Three Views on Hard Landings

Mark Thoma channels Paul Krugman:

Economist's View: Krugman: No Good Monetary Policy Options in a Hard Landing: In his most recent column, Paul Krugman asks the... question:

In the 1970's soaring prices of oil and other commodities led to stagflation - a combination of high inflation and high unemployment, which left no good policy options. If the Fed cut interest rates to create jobs, it risked causing an inflationary spiral; if it raised interest rates to bring inflation down, it would further increase unemployment. Can it happen again?... We shouldn't overstate the case: we're not back to the economic misery of the 1970's. But the fact that we're already experiencing mild stagflation means that there will be no good options if something else goes wrong...

Thus, in a hard landing, Krugman says "there will be no good options." But the Fed will need to do something. What should the Fed do in a hard landing? Raise rates? Lower rates? I believe a recession will put the brakes on inflation, and if underlying real factors are the cause of inflation, aggregate demand policy isn't an effective tool for overcoming such shocks. Thus, I would lower rates in response to a slowdown if that were possible. But that is predicated upon the output slowdown counterbalancing inflationary pressure from other sources, and the possibility of lowering interest rates enough to stimulate the economy.

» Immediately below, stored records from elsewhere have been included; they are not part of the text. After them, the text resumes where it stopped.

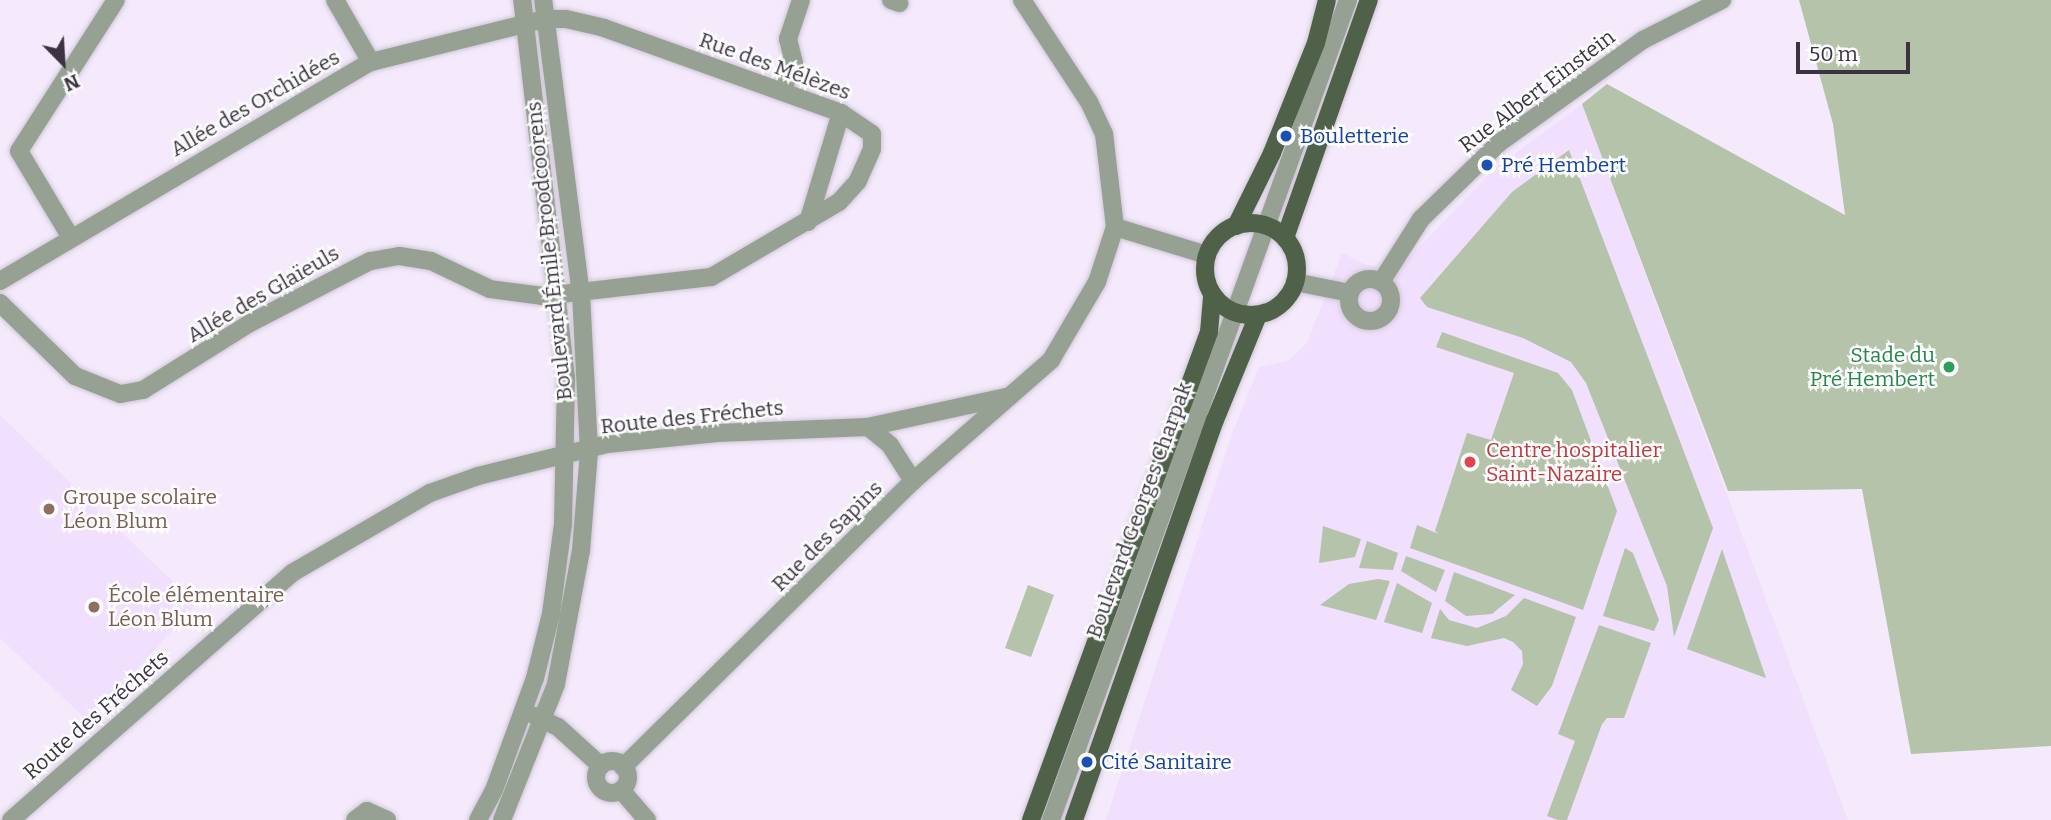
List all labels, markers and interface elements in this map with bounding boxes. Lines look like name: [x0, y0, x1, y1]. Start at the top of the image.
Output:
street label: Rue Albert Einstein: [1454, 24, 1620, 158]
street label: Rue des Mélèzes: [696, 27, 854, 105]
north arrow: [28, 28, 98, 98]
scale bar: [1799, 28, 1913, 72]
text: 50 m: [1809, 41, 1858, 67]
street label: Allée des Orchidées: [166, 44, 344, 162]
text: N: [60, 69, 83, 96]
street label: Boulevard Émile Broodcoorens: [521, 100, 577, 402]
place label: Bouletterie: [1300, 123, 1409, 149]
marker: Bouletterie: [1278, 128, 1294, 144]
place label: Pré Hembert: [1501, 152, 1626, 178]
marker: Pré Hembert: [1479, 157, 1495, 173]
street label: Allée des Glaïeuls: [182, 240, 344, 348]
place label: Stade du Pré Hembert: [1810, 342, 1935, 392]
marker: Stade du Pré Hembert: [1941, 359, 1957, 375]
street label: Boulevard Georges Charpak: [1081, 379, 1197, 641]
street label: Route des Fréchets: [599, 395, 785, 439]
place label: Centre hospitalier Saint-Nazaire: [1486, 437, 1662, 487]
marker: Centre hospitalier Saint-Nazaire: [1460, 452, 1480, 472]
street label: Rue des Sapins: [766, 475, 888, 597]
place label: Groupe scolaire Léon Blum: [63, 484, 217, 534]
marker: Groupe scolaire Léon Blum: [41, 501, 57, 517]
place label: École élémentaire Léon Blum: [108, 582, 284, 632]
marker: École élémentaire Léon Blum: [86, 599, 102, 615]
street label: Route des Fréchets: [18, 645, 174, 785]
place label: Cité Sanitaire: [1101, 749, 1232, 775]
marker: Cité Sanitaire: [1079, 754, 1095, 770]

All of these questions would be much easier if both monetary and fiscal policy hadn't already been used to such an extent. With deficits as high as they are, using fiscal policy to stimulate the economy is politically and economically infeasible, and with interest rates this low it's hard to get much stimulation from driving them even lower. They can't go much lower in any case, though interest rates could be raised if the Fed decides to tighten in reponse to a stagflationary episode. Thus, the result of recent monetary and fiscal policy may be increased vulnerability to negative output shocks and a stagflationary episode.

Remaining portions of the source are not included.